Amy: What is your best advice for aspiring authors of women’s fiction? (Or, let’s say, for about-to-be-published authors of women’s fiction?)
Patti: My advice for aspiring authors of any kind is always the same: Read. Write. Read. Write. Take classes on story structure, writing and publishing. Read On Writing by Stephen King and Bird by Bird by Anne Lamott. Read all genres. Write every day. Read. Write. Go to writing conferences. Meet authors and editors and agents. Follow authors, editors and agents on twitter and Facebook. Read. Write. Read. Write. Go to author readings and ask questions. Read. Write. Read. Write.
Amy, it is so fun talking to you. And I so look forward to your new novel THE GLASS WIVES.
Patti Callahan Henry
New York Times bestselling author Patti Callahan Henry has published nine novels: Losing the Moon, Where the River Runs, When Light Breaks,Between the Tides, The Art of Keeping Secrets, Driftwood Summer, The Perfect Love Song, Coming up for Air and the upcoming And Then I FoundYou—which will be released by St. Martin’s Press in April 2013. Hailed as a fresh new voice in southern fiction, Henry has been shortlisted for the Townsend Prize for Fiction, and nominated four different times for the Southeastern Independent Booksellers Novel of the Year. Her work is published in five languages and in audiobook by Brilliance Audio.

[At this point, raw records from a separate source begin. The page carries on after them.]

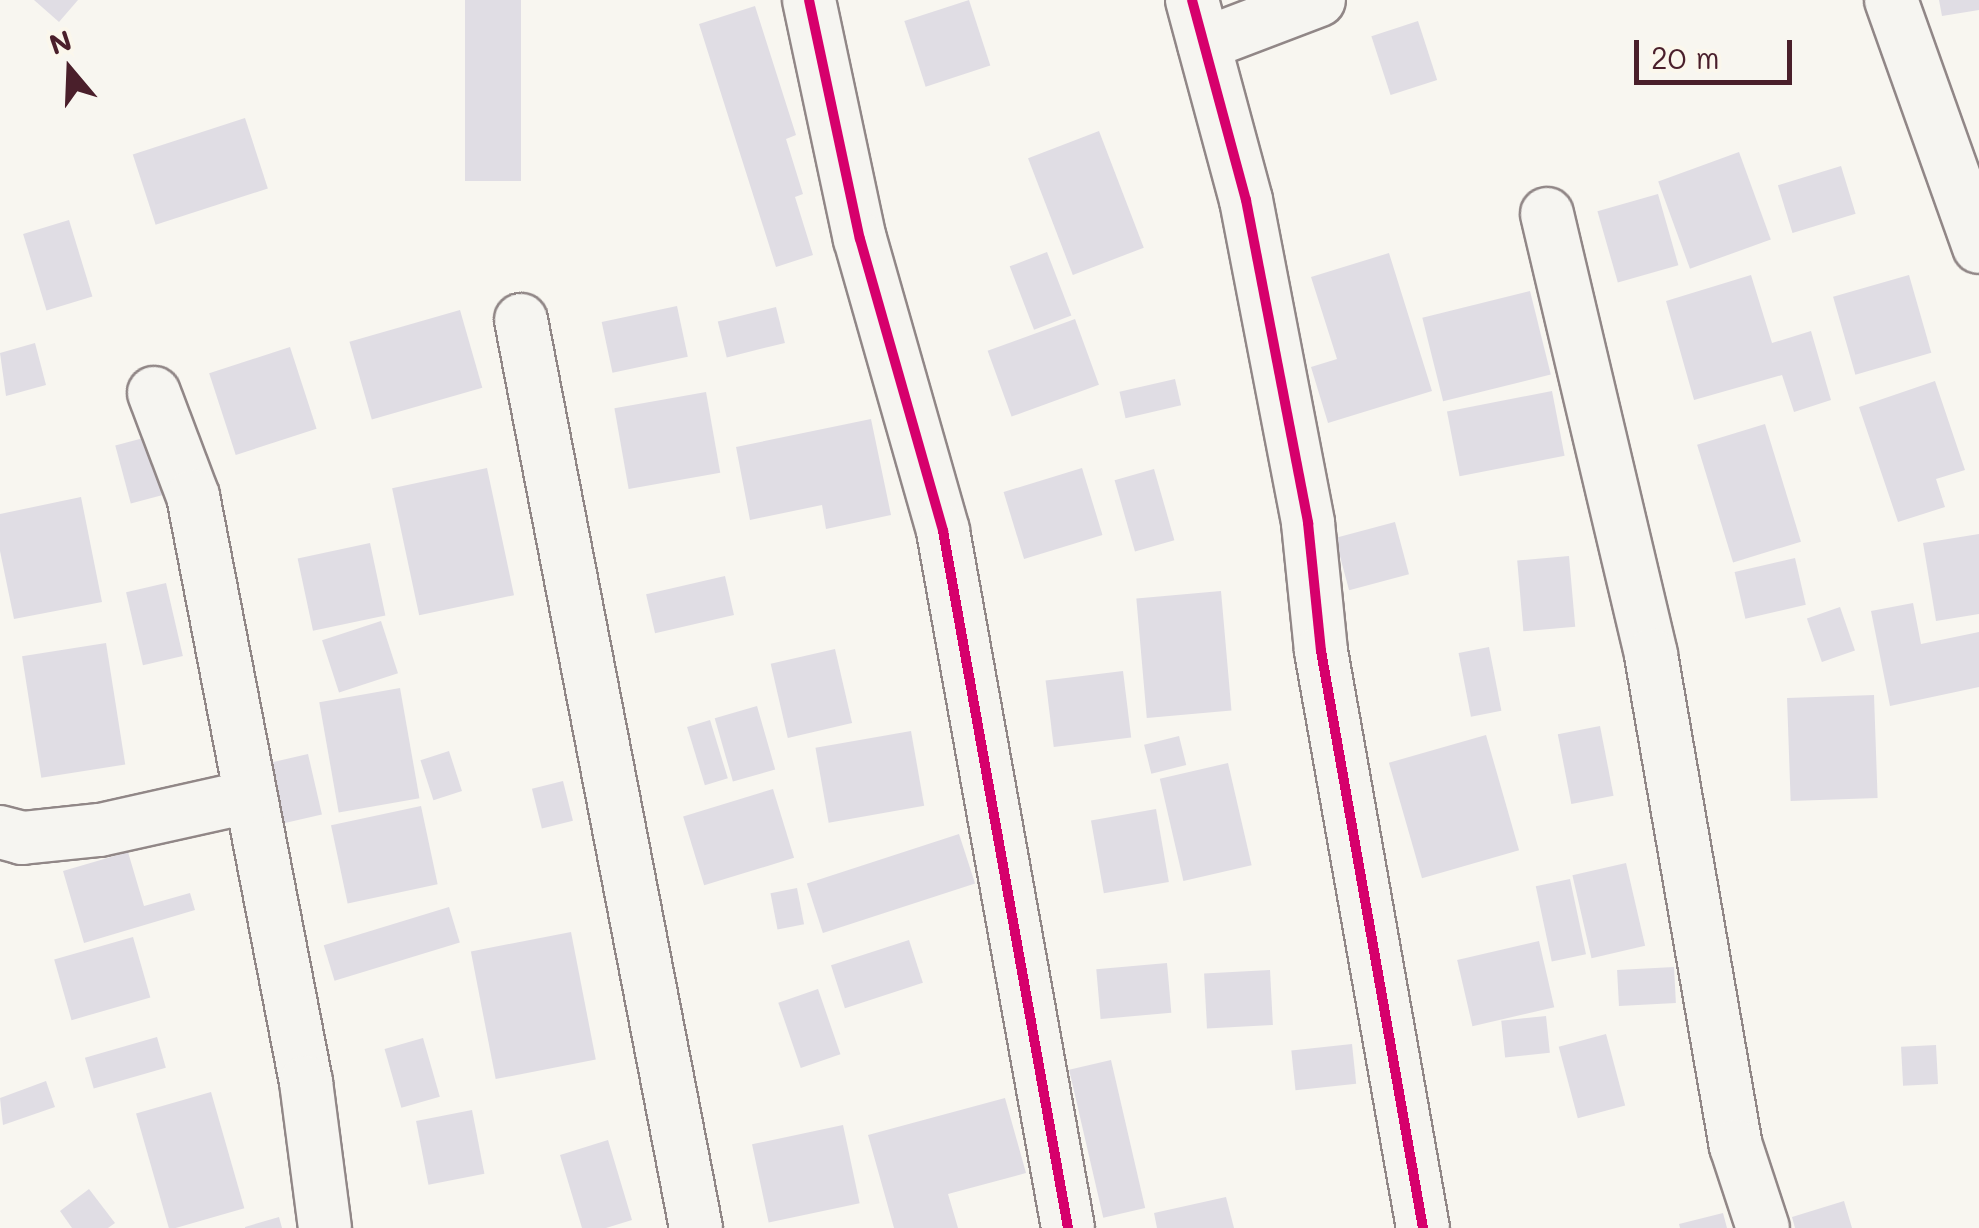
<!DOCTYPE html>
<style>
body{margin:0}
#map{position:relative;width:1979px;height:1228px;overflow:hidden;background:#f8f6f0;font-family:Mali,sans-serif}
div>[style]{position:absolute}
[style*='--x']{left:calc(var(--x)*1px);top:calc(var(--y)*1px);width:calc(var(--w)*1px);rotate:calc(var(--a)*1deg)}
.building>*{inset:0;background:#e0dde4;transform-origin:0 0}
.roads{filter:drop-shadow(2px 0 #918787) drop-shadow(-2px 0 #918787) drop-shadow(0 2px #918787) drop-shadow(0 -2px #918787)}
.minor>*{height:52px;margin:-26px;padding:0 26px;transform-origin:26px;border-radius:26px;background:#f6f5f1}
.cycleway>*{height:10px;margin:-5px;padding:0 5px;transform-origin:5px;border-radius:5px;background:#d6006c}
span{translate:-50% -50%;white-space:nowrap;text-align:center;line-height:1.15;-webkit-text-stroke:8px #fbf7ec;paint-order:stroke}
.north{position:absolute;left:20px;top:20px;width:100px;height:100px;-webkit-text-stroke:8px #fbf7ec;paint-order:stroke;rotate:341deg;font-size:28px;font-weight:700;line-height:40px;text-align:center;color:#4a1f2b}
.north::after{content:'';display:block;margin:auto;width:35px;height:45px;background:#4a1f2b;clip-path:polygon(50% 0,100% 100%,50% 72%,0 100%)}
.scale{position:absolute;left:1634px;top:40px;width:158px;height:45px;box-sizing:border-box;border:5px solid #4a1f2b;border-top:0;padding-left:12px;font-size:30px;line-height:35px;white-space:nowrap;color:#4a1f2b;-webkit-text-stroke:8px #fbf7ec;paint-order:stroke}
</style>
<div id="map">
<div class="building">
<div style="clip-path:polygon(34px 0,78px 0,59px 22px)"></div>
<div style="left:465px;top:0;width:56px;height:181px"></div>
<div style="left:969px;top:0;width:69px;height:68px;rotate:72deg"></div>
<div style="clip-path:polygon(1939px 0,1979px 0,1979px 10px,1942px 16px)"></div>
<div style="clip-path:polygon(755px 6px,796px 135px,786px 139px,803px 194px,795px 197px,813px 255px,776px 267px,699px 24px)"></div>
<div style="left:1418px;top:21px;width:62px;height:49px;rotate:72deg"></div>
<div style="left:245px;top:118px;width:74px;height:118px;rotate:72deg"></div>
<div style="left:1099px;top:131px;width:125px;height:76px;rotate:69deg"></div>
<div style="left:1739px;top:152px;width:93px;height:86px;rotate:70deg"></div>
<div style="left:1841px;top:166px;width:50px;height:66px;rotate:73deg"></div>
<div style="left:1658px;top:194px;width:74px;height:63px;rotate:74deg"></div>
<div style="left:69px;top:220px;width:80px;height:48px;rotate:73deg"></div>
<div style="left:1047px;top:252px;width:68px;height:40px;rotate:69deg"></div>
<div style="clip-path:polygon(1389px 253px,1432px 391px,1328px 423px,1311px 367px,1337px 359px,1311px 277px)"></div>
<div style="clip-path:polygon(1751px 275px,1772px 343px,1811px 331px,1831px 400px,1794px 412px,1782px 375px,1694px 400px,1666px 301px)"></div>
<div style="left:1909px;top:275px;width:81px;height:79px;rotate:74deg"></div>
<div style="left:1530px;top:291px;width:86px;height:111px;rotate:76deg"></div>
<div style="left:677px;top:306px;width:52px;height:77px;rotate:78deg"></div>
<div style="left:776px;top:307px;width:37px;height:60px;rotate:76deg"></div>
<div style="left:460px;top:310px;width:81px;height:115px;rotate:74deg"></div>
<div style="left:1075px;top:319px;width:70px;height:93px;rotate:70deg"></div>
<div style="clip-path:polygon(35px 343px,46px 385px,6px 396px,0 353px)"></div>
<div style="left:290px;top:347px;width:86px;height:85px;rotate:72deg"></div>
<div style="left:1175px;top:379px;width:27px;height:57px;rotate:77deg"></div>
<div style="clip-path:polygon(1935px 381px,1965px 470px,1936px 479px,1945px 507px,1898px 522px,1859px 407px)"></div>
<div style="left:1552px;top:391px;width:66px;height:107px;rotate:79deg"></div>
<div style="left:706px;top:392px;width:82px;height:93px;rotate:80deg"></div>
<div style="clip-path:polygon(871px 419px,891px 515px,826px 529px,822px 505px,750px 520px,736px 447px)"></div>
<div style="left:1765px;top:424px;width:123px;height:71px;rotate:73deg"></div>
<div style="left:151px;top:436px;width:60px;height:37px;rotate:75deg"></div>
<div style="left:487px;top:468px;width:130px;height:97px;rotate:78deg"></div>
<div style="left:1082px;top:468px;width:70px;height:82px;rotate:73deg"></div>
<div style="left:1154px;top:469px;width:74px;height:41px;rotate:74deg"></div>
<div style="clip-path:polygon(81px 497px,102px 602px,14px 619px,0 551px,0 514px)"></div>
<div style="left:1395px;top:522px;width:54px;height:62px;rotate:75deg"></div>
<div style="clip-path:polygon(1979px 534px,1979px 614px,1936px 621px,1923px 543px)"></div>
<div style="left:370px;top:543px;width:74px;height:74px;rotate:78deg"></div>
<div style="left:1569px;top:556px;width:71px;height:52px;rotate:85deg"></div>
<div style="left:1795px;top:558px;width:48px;height:62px;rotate:77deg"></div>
<div style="left:725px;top:576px;width:40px;height:81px;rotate:77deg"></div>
<div style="left:166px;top:583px;width:75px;height:41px;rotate:77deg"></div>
<div style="left:1221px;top:591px;width:120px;height:85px;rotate:85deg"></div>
<div style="clip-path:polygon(1913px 603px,1921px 644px,1979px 632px,1979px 687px,1890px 706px,1871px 611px)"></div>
<div style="left:1840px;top:607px;width:46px;height:35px;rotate:71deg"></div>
<div style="left:381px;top:621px;width:55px;height:62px;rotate:72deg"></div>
<div style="left:106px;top:643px;width:123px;height:85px;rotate:81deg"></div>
<div style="left:1489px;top:647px;width:65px;height:31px;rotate:79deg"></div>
<div style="left:835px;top:649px;width:76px;height:66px;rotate:77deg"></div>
<div style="left:1123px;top:671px;width:67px;height:78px;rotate:83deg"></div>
<div style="left:400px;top:688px;width:112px;height:82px;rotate:80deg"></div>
<div style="left:1874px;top:695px;width:103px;height:87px;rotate:88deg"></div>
<div style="left:757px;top:706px;width:66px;height:44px;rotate:74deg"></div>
<div style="left:710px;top:720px;width:61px;height:24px;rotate:73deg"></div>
<div style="left:1600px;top:726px;width:71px;height:43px;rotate:79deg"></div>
<div style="left:911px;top:731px;width:76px;height:97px;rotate:80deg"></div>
<div style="left:1486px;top:735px;width:120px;height:101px;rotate:74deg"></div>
<div style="left:1179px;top:736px;width:30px;height:36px;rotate:76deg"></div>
<div style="left:449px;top:751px;width:42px;height:30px;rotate:72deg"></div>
<div style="left:308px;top:754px;width:62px;height:47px;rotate:77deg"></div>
<div style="left:1228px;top:763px;width:105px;height:70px;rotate:77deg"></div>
<div style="left:563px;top:781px;width:41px;height:32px;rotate:76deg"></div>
<div style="left:773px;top:789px;width:72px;height:94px;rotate:73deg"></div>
<div style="left:421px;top:806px;width:80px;height:92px;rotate:78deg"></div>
<div style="left:1156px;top:809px;width:74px;height:66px;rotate:80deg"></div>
<div style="left:959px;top:834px;width:52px;height:160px;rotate:72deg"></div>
<div style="clip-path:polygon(128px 852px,144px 906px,190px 893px,195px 910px,84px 943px,63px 871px)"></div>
<div style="left:1626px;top:863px;width:85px;height:55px;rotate:77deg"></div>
<div style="left:1570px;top:879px;width:77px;height:35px;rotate:78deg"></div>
<div style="left:797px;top:888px;width:37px;height:27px;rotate:79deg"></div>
<div style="left:449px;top:907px;width:37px;height:131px;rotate:73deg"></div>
<div style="left:571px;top:932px;width:130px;height:102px;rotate:79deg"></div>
<div style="left:133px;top:937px;width:63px;height:82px;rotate:74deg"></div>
<div style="left:909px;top:940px;width:45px;height:82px;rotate:72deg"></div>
<div style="left:1539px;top:941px;width:68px;height:84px;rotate:77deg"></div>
<div style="left:1167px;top:963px;width:50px;height:71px;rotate:85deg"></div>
<div style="left:1674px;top:967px;width:36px;height:57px;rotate:87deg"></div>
<div style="left:1270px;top:970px;width:55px;height:66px;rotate:87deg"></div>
<div style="left:818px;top:989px;width:69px;height:42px;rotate:71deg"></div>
<div style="left:1546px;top:1016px;width:37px;height:45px;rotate:84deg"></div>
<div style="left:1606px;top:1034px;width:74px;height:49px;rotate:75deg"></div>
<div style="left:157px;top:1037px;width:32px;height:75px;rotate:74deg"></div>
<div style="left:423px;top:1038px;width:61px;height:40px;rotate:74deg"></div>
<div style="left:1352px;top:1044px;width:40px;height:61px;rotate:84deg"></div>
<div style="left:1936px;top:1045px;width:39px;height:35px;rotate:87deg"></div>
<div style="left:1111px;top:1060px;width:152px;height:43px;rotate:77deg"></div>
<div style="clip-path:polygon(46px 1081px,55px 1107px,3px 1125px,0 1098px)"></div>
<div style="left:211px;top:1092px;width:121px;height:78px;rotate:74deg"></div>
<div style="clip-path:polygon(1005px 1098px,1026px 1173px,948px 1194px,958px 1228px,894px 1228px,868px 1135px)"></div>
<div style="left:472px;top:1110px;width:65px;height:57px;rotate:79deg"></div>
<div style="left:843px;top:1125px;width:80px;height:93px;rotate:78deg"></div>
<div style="clip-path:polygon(608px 1140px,632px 1220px,606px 1228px,582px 1228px,560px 1155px)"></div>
<div style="clip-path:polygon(89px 1189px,115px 1223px,108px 1228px,72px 1228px,60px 1211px)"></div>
<div style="clip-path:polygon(1226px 1197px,1234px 1228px,1157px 1228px,1154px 1213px)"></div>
<div style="clip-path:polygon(1844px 1201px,1852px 1228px,1795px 1228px,1792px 1217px)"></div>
<div style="clip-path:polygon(1723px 1213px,1727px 1228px,1680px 1228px,1679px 1224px)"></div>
<div style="clip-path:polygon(279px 1217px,282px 1228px,245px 1228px,245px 1227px)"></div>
</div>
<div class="roads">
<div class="minor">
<div style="--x:809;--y:0;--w:244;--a:78"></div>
<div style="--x:860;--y:239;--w:304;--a:74.1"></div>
<div style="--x:943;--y:531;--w:708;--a:79.83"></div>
<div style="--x:1192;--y:0;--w:207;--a:74.9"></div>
<div style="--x:1246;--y:200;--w:329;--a:79.1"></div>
<div style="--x:1308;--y:523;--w:129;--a:84.2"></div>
<div style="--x:1321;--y:651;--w:586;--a:79.98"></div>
<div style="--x:1891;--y:0;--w:262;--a:70.4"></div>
<div style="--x:1204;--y:44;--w:123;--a:-20.9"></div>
<div style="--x:1547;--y:214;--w:453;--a:76.7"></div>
<div style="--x:1651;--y:655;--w:498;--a:80.2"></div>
<div style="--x:1736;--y:1146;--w:86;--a:71.8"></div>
<div style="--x:521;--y:320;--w:925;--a:79.09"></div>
<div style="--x:154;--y:393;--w:110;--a:69.3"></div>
<div style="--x:193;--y:496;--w:597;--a:79.09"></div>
<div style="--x:306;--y:1082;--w:147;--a:82.6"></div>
<div style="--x:0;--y:832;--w:23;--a:15"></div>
<div style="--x:22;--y:838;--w:78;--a:-5.9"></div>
<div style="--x:100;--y:830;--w:152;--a:-12.6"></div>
</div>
</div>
<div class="cycleway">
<div style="--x:809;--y:0;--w:244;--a:78"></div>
<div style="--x:860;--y:239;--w:304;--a:74.1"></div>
<div style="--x:943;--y:531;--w:708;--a:79.83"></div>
<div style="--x:1192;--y:0;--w:207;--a:74.9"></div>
<div style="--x:1246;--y:200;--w:329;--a:79.1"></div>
<div style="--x:1308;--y:523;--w:129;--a:84.2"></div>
<div style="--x:1321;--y:651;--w:586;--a:79.98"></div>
</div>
<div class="north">N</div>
<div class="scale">20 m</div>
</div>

Henry has appeared in numerous magazines including Good Housekeeping, skirt! magazine, South magazine, and Southern Living. Two of her novels were Okra Picks and Coming up For Air was selected for the August 2011 Indie Next List. She is a frequent speaker at fundraisers, library events and book festivals. A full time writer, wife, and mother of three—Henry lives in Mountain Brook, Alabama.
Patti Callahan Henry grew up in Philadelphia, the daughter of an Irish minister, and moved south with her family when she was 12 years old. With the idea that being a novelist was “unrealistic,” she set her sights on becoming a pediatric nurse, graduating from Auburn University with a degree in nursing, and from Georgia State with a Master’s degree in Child Health. She left nursing to raise her first child, Meagan, and not long after having her third child, Rusk, she began writing down the stories that had always been in her head. Henry wrote early in the mornings, before her children woke for the day, but it wasn’t until Meagan, then six, told her mother that she wanted “to be a writer of books” when she grew up, that Henry realized that writing was her own dream as well. She began taking writing classes at Emory University, attending weekend writers’ conferences, and educating herself about the publishing industry, rising at 4:30 AM to write. Her first book, Losing the Moon, was published in 2004.